Article Classifier

Overview

Article Classifier is an application that fetches HTML from an article URL entered into a form, determines the article's category, and displays it on the screen. It deploys a classification model trained from more than 40,000 articles to the web application.

Application Summary

Enter an article URL from https://gunosy.com/ into the form in the center of the application screen. Press the "Analyze" button to classify the article's category and display it on the screen.

Classifier Accuracy Overview

Two types of classifiers can be used to determine the article category. One is a classifier using Naive Bayes, and the other is a classifier using Logistic Regression. For both classifiers, training was performed with a training-to-test data ratio of 8:2. The precision, recall, f1-score, and support (number of test data) for each classifier are shown below. Furthermore, to show that overfitting has not occurred for a specific dataset, the values from cross-validation are also listed below.

Naive Bayes Classifier

category	precision	recall	f1-score	support
IT/Science	0.79	0.94	0.86	541
Funny	0.75	0.15	0.25	101
Entertainment	0.97	0.94	0.96	4039
Gourmet	0.87	0.95	0.91	611
Column	0.81	0.87	0.83	1155
Sports	0.97	0.96	0.97	827
Domestic	0.87	0.82	0.84	671
International	0.84	0.86	0.85	336
avg / total	0.91	0.91	0.91	8281

The values obtained from 5-fold cross-validation are:

scores: [ 0.91063881 0.90882744 0.90725758 0.91038647 0.90736715]

and the average value is:

average value: 0.908895489763

achieving an average accuracy of approximately 90.9% in cross-validation.

Logistic Regression Classifier

category	precision	recall	f1-score	support
IT/Science	0.90	0.95	0.92	541
Funny	0.80	0.69	0.74	101
Entertainment	0.98	0.98	0.98	4039
Gourmet	0.93	0.96	0.94	611
Column	0.91	0.89	0.90	1155
Sports	0.98	0.98	0.98	827
Domestic	0.90	0.87	0.88	671
International	0.88	0.91	0.89	336
avg / total	0.95	0.95	0.95	8281

The values obtained from 5-fold cross-validation are:

scores: [ 0.94046613 0.9364811 0.94119068 0.93538647 0.93913043]

and the average value is:

average value: 0.938530962853

achieving an average accuracy of approximately 93.9% in cross-validation.

Environment Setup

The execution environment is as follows: Mac OS X: Sierra 10.12.2 Python: 3.6.1

In the terminal:

$ brew update
$ brew install python3
$ pip install virtualenv
$ virtualenv --python=/usr/local/bin/python3 --no-site-packages env
$ source env/bin/activate

to start the virtual environment.

$ brew install mecab
$ brew install mecab-ipadic
$ git clone --depth 1 git@github.com:neologd/mecab-ipadic-neologd.git
$ ./mecab-ipadic-neologd/bin/install-mecab-ipadic-neologd -y -n

to install mecab-ipadic-neologd, which is used as a dictionary for MeCab.

Furthermore:

$ git clone git@github.com:ajingu/gunosy.git
$ cd gunosy
$ pip install -r requirements.txt

to install the required Python packages into the virtual environment.

Finally, you need to write environment variables to .bash_profile.
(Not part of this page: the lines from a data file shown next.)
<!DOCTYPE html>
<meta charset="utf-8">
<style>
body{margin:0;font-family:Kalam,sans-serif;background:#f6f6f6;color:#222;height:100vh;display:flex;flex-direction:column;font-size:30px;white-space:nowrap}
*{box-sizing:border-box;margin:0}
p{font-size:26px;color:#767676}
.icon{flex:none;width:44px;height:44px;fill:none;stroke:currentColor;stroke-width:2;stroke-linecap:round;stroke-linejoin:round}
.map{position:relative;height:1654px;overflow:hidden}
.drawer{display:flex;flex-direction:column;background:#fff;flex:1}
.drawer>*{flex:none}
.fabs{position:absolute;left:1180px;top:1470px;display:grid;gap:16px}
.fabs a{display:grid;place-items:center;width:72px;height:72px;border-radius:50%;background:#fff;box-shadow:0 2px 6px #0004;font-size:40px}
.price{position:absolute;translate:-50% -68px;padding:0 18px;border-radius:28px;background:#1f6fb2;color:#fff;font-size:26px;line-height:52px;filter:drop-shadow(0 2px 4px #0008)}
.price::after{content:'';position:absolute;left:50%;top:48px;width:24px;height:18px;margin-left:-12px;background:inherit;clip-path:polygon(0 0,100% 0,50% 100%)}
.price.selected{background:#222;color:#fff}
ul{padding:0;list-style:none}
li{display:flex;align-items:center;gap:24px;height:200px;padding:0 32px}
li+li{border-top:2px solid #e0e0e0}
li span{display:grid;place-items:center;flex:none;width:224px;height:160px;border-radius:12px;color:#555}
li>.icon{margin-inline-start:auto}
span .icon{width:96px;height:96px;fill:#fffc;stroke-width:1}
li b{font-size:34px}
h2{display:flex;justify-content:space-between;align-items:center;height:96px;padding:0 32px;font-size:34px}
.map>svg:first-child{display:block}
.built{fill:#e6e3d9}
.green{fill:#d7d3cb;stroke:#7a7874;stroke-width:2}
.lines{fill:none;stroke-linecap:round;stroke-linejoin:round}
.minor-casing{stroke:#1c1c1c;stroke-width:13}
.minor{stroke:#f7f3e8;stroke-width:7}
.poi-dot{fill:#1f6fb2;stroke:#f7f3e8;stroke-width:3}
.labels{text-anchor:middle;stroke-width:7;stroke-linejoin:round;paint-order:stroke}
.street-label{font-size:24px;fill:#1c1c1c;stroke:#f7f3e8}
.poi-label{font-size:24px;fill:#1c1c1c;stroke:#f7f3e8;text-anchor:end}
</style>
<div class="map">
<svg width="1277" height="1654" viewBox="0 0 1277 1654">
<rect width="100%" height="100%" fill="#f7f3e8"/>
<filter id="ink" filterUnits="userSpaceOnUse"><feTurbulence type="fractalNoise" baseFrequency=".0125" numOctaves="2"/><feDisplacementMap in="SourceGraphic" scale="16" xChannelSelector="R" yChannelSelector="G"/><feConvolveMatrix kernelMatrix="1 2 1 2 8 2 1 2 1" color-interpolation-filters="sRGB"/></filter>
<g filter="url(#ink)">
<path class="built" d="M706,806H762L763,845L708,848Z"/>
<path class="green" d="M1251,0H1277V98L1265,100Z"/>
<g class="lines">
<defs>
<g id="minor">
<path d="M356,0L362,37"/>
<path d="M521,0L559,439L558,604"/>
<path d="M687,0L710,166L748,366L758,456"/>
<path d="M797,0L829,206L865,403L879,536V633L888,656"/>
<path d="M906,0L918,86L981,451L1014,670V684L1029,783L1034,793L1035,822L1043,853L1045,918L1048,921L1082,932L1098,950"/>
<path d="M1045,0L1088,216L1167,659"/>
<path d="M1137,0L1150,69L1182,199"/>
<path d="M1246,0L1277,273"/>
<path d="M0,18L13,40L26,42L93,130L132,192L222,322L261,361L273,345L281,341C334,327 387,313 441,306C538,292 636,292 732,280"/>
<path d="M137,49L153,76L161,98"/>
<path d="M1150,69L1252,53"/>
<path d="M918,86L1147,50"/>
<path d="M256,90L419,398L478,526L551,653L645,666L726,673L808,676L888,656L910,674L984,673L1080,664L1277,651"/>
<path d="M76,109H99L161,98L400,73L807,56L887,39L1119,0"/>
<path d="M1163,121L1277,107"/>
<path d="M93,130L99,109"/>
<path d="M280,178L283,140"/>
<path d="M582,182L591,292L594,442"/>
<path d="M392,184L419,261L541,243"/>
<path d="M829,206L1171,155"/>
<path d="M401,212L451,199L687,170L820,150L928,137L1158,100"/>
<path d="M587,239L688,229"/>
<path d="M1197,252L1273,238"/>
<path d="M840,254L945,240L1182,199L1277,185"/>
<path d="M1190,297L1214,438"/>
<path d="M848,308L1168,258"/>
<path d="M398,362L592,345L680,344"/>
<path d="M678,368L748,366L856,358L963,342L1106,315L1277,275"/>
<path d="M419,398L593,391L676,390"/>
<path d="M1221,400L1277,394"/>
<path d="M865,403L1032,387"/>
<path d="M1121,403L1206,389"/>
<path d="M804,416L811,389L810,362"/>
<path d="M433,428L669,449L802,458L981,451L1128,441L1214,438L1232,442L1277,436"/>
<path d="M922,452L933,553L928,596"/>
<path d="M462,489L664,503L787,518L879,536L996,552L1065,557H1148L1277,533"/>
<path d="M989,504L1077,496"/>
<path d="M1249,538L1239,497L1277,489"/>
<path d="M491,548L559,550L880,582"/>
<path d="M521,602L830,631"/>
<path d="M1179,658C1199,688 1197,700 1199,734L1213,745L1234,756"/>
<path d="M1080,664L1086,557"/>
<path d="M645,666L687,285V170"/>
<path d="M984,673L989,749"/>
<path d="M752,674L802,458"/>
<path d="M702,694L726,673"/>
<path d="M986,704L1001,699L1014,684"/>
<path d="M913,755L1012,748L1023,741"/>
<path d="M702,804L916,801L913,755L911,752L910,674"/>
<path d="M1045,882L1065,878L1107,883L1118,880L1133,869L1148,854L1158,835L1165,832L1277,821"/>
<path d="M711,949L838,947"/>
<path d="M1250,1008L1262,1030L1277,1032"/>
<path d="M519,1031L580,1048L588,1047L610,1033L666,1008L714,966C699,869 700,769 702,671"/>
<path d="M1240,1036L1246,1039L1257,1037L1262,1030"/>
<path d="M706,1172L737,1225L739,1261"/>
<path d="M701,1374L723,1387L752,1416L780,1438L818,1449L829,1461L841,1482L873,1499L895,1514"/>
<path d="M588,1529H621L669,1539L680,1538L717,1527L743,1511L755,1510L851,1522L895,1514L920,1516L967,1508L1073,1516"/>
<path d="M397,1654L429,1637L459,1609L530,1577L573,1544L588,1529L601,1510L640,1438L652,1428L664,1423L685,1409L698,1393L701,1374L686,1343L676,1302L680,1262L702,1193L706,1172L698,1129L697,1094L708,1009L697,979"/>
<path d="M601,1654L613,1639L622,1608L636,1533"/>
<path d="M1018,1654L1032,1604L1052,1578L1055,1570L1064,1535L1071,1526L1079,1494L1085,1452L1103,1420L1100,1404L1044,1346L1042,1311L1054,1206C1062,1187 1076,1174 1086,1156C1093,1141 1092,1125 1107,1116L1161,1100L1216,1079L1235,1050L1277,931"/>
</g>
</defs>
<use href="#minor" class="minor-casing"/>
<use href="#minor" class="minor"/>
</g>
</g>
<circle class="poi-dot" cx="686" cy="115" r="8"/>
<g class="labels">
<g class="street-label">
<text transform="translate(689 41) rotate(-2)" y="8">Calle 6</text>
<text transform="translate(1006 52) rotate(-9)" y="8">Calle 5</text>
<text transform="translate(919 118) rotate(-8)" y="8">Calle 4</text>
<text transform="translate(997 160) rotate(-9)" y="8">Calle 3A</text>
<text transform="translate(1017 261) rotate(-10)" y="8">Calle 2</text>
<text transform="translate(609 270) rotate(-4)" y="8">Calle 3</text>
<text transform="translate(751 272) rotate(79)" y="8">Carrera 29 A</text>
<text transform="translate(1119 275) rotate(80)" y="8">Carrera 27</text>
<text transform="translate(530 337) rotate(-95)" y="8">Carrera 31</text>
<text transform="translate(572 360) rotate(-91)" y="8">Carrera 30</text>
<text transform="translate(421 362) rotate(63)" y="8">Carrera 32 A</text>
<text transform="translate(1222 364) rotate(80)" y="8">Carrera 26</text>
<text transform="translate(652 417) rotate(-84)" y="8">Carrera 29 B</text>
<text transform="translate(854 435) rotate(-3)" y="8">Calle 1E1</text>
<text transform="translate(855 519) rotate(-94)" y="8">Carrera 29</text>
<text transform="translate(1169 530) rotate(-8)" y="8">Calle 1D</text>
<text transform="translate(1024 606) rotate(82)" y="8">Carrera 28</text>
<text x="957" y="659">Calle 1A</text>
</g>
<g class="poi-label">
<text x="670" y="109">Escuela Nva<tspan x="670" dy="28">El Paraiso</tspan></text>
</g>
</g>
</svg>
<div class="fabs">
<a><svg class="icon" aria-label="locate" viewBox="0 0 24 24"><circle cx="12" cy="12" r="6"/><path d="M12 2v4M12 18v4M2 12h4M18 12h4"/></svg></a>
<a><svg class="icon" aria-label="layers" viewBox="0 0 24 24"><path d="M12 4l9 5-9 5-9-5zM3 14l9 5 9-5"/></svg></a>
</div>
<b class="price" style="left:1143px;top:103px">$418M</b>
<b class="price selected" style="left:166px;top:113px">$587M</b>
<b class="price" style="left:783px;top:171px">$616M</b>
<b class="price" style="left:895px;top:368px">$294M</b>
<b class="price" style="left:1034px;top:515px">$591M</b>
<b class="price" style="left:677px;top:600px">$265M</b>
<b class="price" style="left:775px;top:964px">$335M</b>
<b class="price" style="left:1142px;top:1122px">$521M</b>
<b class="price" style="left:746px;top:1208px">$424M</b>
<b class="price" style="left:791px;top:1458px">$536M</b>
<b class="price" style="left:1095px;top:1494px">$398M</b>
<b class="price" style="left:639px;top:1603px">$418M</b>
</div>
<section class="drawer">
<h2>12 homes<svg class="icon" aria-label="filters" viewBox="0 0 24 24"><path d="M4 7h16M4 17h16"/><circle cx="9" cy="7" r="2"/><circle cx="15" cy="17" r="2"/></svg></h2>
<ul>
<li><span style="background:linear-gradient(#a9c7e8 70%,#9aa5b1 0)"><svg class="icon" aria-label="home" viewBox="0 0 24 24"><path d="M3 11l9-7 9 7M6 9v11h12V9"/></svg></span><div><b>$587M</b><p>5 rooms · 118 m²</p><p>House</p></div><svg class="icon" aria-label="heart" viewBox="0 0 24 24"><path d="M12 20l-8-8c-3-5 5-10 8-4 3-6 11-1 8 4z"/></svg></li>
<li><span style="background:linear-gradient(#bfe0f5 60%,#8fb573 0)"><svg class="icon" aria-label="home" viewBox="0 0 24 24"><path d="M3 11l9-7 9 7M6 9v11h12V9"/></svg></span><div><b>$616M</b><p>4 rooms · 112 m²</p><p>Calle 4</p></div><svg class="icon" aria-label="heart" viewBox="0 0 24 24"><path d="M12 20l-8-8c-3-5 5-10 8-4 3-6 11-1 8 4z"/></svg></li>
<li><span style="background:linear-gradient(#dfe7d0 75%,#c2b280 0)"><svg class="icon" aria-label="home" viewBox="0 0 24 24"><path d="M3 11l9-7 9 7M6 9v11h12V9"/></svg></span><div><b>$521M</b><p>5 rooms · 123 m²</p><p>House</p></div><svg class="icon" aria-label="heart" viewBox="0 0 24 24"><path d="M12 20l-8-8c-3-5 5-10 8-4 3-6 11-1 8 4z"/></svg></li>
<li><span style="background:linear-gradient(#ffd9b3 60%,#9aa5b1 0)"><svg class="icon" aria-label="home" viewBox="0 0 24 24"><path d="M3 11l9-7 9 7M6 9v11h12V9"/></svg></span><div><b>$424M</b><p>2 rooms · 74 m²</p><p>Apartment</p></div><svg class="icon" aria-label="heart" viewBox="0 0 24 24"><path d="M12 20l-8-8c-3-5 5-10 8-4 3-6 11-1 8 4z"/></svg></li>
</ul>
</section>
In this project, to hide the database password and other credentials, environment variables are added to .bash_profile and read within the program using the os module.

$ cd ~
$ vim .bash_profile

to open .bash_profile and add the following text:

export GUNOSY_HOST="****"
export GUNOSY_USERNAME="****"
export GUNOSY_PASSWORD="****"
export GUNOSY_DATABASE_NAME="****"
export GUNOSY_TABLE_NAME="****"

to add the environment variables.

The correspondence for each variable is as follows. You need to set appropriate values considering the database you will use.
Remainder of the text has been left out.